PROBLEM DETAILS >>
From the first line of the entries down to the line with "position:relative; width:1107px; height:1651px;", write out every line exactly; that last line counts, but pictures do not.

RECORD EXTRACTS >>
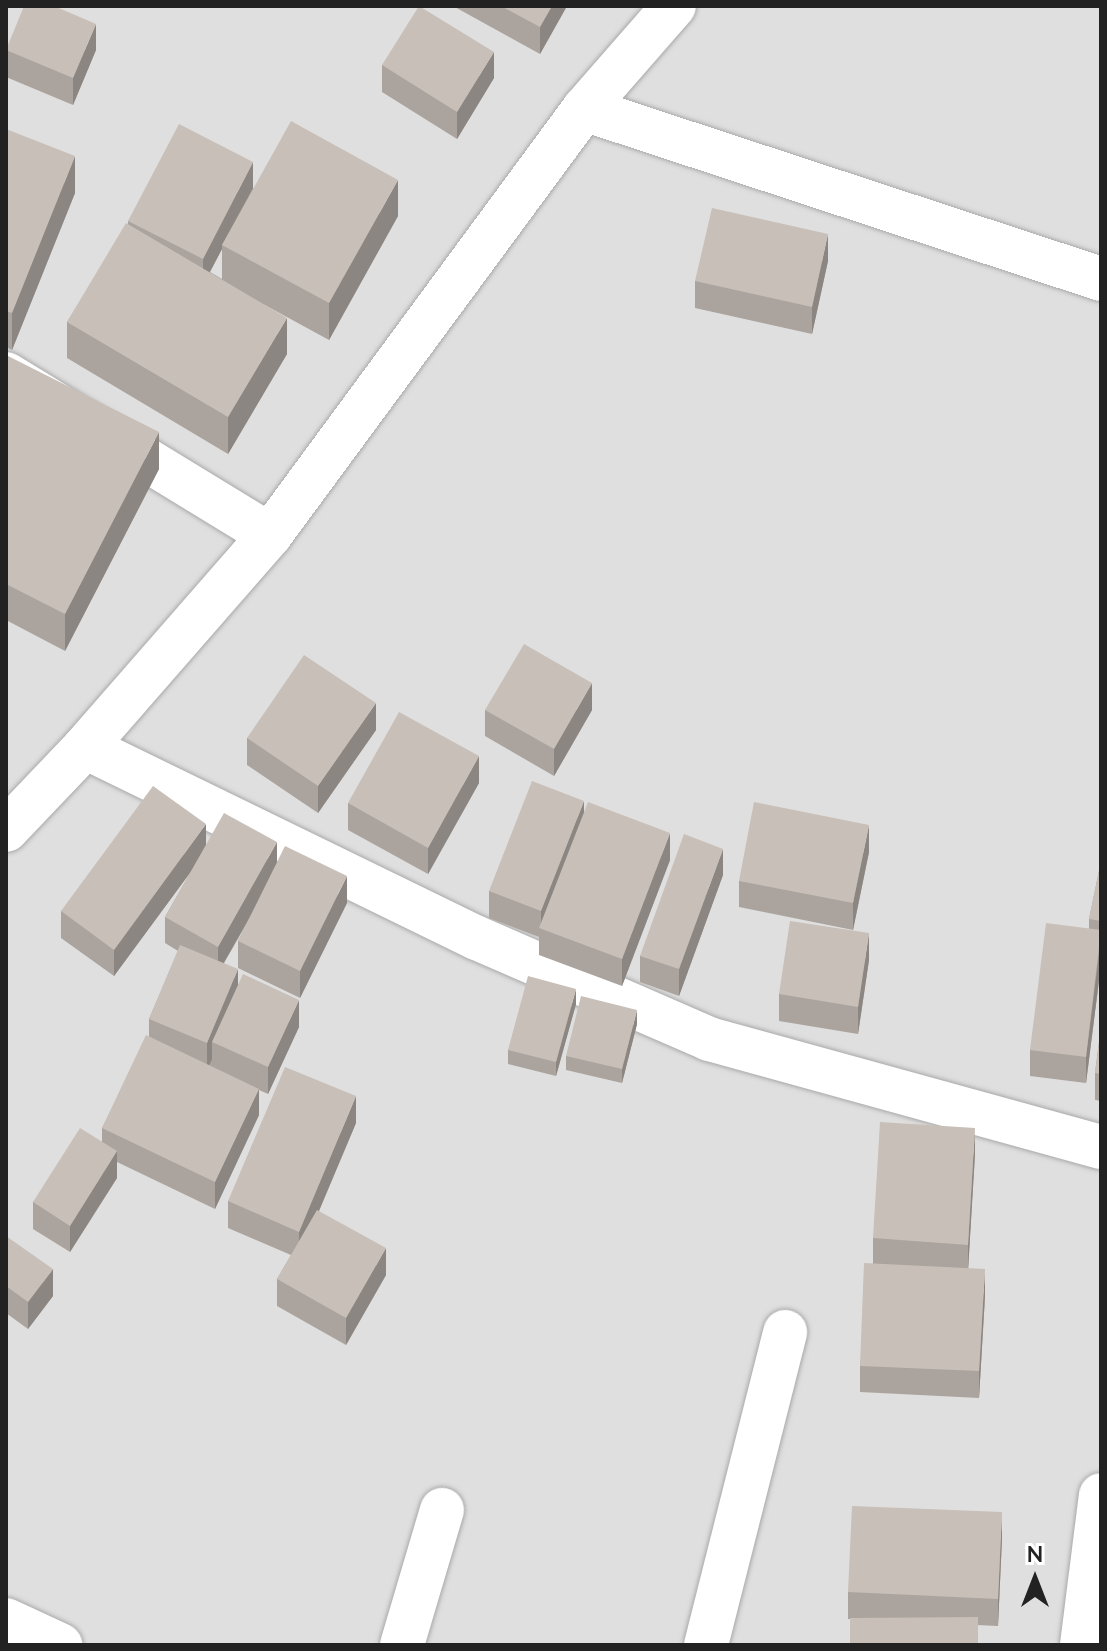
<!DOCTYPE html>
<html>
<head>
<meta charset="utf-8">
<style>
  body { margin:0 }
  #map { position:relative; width:1107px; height:1651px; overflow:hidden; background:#f2efe9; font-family:"Nunito Sans",sans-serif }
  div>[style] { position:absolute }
  .residential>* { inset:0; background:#e0dfdf }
  .roads { filter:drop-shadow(0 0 2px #a9a9a9) drop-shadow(0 0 2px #a9a9a9) }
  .minor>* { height:44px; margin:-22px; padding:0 22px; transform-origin:22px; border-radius:22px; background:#fff }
  .wall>* { inset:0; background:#aba49e }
  .shaded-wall>* { inset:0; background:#8b8681 }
  .building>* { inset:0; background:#c7bfb8 }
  span { translate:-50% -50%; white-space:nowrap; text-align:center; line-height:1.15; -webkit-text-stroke:8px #fff; paint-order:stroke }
  .frame { position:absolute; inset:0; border:8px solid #222; pointer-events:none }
  .north { position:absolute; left:995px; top:1539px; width:80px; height:80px; -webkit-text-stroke:6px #fff; paint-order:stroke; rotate:0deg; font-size:22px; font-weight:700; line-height:32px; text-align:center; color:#222 }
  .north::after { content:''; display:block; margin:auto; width:28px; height:36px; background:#222; clip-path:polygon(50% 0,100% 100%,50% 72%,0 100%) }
</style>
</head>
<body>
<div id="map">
  <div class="residential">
    <div style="clip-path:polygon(6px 6px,1101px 6px,1101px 1645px,6px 1645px)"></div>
  </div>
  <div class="roads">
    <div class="minor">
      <div style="left:584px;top:109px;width:544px;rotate:18.2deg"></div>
      <div style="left:6px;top:374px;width:309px;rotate:31.4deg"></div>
      <div style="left:85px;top:747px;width:436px;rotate:26deg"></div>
      <div style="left:477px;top:938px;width:253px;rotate:23.5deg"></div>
      <div style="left:709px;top:1039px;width:407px;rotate:15.4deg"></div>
      <div style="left:6px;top:830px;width:115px;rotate:-46.4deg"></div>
      <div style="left:85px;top:747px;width:281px;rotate:-48.9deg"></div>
      <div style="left:270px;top:535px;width:529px;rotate:-53.61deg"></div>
      <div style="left:584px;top:109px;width:137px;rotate:-48.9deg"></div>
      <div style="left:6px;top:1620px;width:60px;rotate:24.8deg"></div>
      <div style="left:402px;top:1645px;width:141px;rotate:-73.5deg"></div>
      <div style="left:706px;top:1645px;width:323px;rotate:-75.8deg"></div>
      <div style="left:1082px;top:1645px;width:151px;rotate:-82.8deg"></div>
    </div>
  </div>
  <div class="wall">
    <div style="clip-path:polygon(453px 6px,567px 6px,540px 54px)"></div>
    <div style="clip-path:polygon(6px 48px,96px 50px,73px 105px,6px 77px)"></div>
    <div style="clip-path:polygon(382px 65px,494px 78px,457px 139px,382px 92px)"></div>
    <div style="clip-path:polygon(6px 129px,75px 193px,12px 350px,6px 347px)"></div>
    <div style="clip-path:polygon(evenodd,253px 188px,398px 216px,329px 340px,263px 304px,287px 354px,228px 454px,67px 358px,67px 322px,128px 224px,128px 221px,253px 188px,222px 249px,222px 279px,210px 272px,222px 249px)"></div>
    <div style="clip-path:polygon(828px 261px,812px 334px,695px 308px,695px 281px)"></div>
    <div style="clip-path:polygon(6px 360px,159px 469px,65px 651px,6px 620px)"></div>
    <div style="clip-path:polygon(485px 710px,592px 710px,554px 776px,485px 736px)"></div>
    <div style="clip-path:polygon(376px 730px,318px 813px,247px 765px,247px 738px)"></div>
    <div style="clip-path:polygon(479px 783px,428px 874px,348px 830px,348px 803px)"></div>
    <div style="clip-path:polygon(584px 812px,670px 860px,622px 986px,539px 955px,539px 937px,489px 918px,489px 891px)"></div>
    <div style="clip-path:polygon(206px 844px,277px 861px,347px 903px,300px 998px,238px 968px,238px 941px,250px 918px,224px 963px,238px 984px,299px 1027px,268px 1094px,259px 1090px,259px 1115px,215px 1209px,117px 1162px,117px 1178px,70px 1252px,33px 1229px,33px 1202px,102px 1141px,102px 1128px,149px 1037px,149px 1019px,178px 951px,165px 943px,165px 917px,190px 873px,114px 976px,61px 938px,61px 911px)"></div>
    <div style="clip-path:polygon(869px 852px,853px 930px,739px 907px,739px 881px)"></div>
    <div style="clip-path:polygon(1101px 861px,1101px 965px,1086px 1083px,1030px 1076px,1030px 1050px,1089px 929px,1089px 919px)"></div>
    <div style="clip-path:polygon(723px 875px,679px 996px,640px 982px,640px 956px)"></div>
    <div style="clip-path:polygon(869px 960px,858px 1034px,779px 1021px,779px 994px)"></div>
    <div style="clip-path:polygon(576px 1004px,556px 1076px,508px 1064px,508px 1050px)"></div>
    <div style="clip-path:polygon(637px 1024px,622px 1083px,566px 1070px,566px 1056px)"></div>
    <div style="clip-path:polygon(1101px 1026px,1101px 1101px,1095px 1100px,1095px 1073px)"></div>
    <div style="clip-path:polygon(356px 1123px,319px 1211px,386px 1275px,346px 1345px,277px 1306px,277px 1279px,291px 1255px,228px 1228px,228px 1201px)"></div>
    <div style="clip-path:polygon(975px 1154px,968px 1268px,985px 1296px,979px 1398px,860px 1392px,860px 1366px,873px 1263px,873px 1238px)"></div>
    <div style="clip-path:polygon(6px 1236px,53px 1296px,28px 1329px,6px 1313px)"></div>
    <div style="clip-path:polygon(1002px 1539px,998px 1626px,848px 1619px,848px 1592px)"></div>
  </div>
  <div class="shaded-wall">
    <div style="clip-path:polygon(552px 6px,567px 6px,540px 54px,540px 27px)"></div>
    <div style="clip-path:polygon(96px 24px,96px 50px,73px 105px,73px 78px)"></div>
    <div style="clip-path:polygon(494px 52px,494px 78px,457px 139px,457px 112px)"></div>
    <div style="clip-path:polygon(75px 156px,75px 193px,12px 350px,12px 313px)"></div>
    <div style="clip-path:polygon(253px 162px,253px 188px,222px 245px,222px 249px,203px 285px,203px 259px)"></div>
    <div style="clip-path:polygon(398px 180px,398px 216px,329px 340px,329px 303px)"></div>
    <div style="clip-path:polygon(828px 234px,828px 261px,812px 334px,812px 307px)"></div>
    <div style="clip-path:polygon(287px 318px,287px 354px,228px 454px,228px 417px)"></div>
    <div style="clip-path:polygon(159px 432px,159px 469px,65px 651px,65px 614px)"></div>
    <div style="clip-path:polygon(592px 683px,592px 710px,554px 776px,554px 749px)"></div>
    <div style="clip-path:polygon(376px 703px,376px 730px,318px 813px,318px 786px)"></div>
    <div style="clip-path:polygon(479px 756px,479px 783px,428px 874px,428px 848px)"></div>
    <div style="clip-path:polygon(584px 801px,584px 828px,541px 929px,541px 911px)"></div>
    <div style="clip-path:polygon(206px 824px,206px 851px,114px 976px,114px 950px)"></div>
    <div style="clip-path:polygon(869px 825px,869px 852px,853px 930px,853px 903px)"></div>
    <div style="clip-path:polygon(670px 833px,670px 860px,622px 986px,622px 959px)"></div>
    <div style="clip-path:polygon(277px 842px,277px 869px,218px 973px,218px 947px)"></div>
    <div style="clip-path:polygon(723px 849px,723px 875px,679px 996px,679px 969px)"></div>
    <div style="clip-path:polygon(347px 876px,347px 903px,300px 998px,300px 971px)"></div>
    <div style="clip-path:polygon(869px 933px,869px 960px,858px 1034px,858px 1007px)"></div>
    <div style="clip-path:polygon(1101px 938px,1101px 965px,1086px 1083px,1086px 1057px)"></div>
    <div style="clip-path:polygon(238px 969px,238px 996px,212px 1042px,212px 1059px,207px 1070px,207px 1043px)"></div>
    <div style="clip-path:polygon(576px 989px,576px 1004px,556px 1076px,556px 1062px)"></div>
    <div style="clip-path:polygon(299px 1000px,299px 1027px,268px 1094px,268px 1067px)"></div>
    <div style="clip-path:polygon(637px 1010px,637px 1024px,622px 1083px,622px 1069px)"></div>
    <div style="clip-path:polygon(259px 1089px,259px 1115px,215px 1209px,215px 1182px)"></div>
    <div style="clip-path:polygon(356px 1096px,356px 1123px,299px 1258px,299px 1232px)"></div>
    <div style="clip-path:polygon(975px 1128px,975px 1154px,968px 1272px,968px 1245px)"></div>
    <div style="clip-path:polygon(117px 1151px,117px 1178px,70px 1252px,70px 1226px)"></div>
    <div style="clip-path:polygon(386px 1248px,386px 1275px,346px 1345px,346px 1318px)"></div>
    <div style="clip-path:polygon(53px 1269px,53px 1296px,28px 1329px,28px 1302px)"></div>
    <div style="clip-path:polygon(985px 1269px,985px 1296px,979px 1398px,979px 1371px)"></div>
    <div style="clip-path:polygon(1002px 1512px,1002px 1539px,998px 1626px,998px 1599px)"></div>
  </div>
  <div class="building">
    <div style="clip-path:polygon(24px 6px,54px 6px,96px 24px,73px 78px,6px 50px)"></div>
    <div style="clip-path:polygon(419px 6px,494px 52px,457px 112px,382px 65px)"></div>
    <div style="clip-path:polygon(501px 6px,552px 6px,540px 27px)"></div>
    <div style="clip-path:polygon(291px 121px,398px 180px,329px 303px,222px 245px)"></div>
    <div style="clip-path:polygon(179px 124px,253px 162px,203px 259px,128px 221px)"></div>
    <div style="clip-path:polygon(6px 129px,75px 156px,12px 313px,6px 311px)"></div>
    <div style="clip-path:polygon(712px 208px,828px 234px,812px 307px,695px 281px)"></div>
    <div style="clip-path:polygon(126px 223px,287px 318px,228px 417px,67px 322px)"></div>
    <div style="clip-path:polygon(8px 356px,159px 432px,65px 614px,6px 584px,6px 360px)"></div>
    <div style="clip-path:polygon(524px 644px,592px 683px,554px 749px,485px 710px)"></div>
    <div style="clip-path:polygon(304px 655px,376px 703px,318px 786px,247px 738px)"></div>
    <div style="clip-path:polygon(399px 712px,479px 756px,428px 848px,348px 803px)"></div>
    <div style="clip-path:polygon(532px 781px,584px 801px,541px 911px,489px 891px)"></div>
    <div style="clip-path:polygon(153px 786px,206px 824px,114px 950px,61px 911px)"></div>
    <div style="clip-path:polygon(588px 802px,670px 833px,622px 959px,539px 928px)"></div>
    <div style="clip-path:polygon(754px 802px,869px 825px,853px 903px,739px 881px)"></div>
    <div style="clip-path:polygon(224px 813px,277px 842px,218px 947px,165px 917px)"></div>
    <div style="clip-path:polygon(684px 834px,723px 849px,679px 969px,640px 956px)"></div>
    <div style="clip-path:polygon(285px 846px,347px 876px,300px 971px,238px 941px)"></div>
    <div style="clip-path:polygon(1101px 861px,1101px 921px,1089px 919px)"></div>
    <div style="clip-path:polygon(790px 921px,869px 933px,858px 1007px,779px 994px)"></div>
    <div style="clip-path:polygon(1046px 923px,1101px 930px,1086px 1057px,1030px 1050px)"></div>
    <div style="clip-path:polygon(180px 945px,238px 969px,207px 1043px,149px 1019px)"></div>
    <div style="clip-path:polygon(243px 974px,299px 1000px,268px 1067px,212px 1042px)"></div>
    <div style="clip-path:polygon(528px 976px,576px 989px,556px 1062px,508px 1050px)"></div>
    <div style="clip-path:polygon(581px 996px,637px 1010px,622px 1069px,566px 1056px)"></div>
    <div style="clip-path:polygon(1101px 1026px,1101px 1074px,1095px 1073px)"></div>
    <div style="clip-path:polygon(146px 1035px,259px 1089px,215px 1182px,102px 1128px)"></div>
    <div style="clip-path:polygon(285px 1067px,356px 1096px,299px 1232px,228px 1201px)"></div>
    <div style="clip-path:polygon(880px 1122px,975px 1128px,968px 1245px,873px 1238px)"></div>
    <div style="clip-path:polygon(80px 1128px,117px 1151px,70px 1226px,33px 1202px)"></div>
    <div style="clip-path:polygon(317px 1210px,386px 1248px,346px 1318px,277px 1279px)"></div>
    <div style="clip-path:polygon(6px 1236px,53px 1269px,28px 1302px,6px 1286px)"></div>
    <div style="clip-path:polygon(864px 1263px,985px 1269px,979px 1371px,860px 1366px)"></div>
    <div style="clip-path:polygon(852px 1506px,1002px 1512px,998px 1599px,848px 1592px)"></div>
    <div style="clip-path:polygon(978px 1617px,978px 1645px,850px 1645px,850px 1618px)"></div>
  </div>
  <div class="frame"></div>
  <div class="north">N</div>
</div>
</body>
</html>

RESPONSE TO THIS TASK >>
<!DOCTYPE html>
<html>
<head>
<meta charset="utf-8">
<style>
  body { margin:0 }
  #map { position:relative; width:1107px; height:1651px; overflow:hidden; background:#f2efe9; font-family:"Nunito Sans",sans-serif }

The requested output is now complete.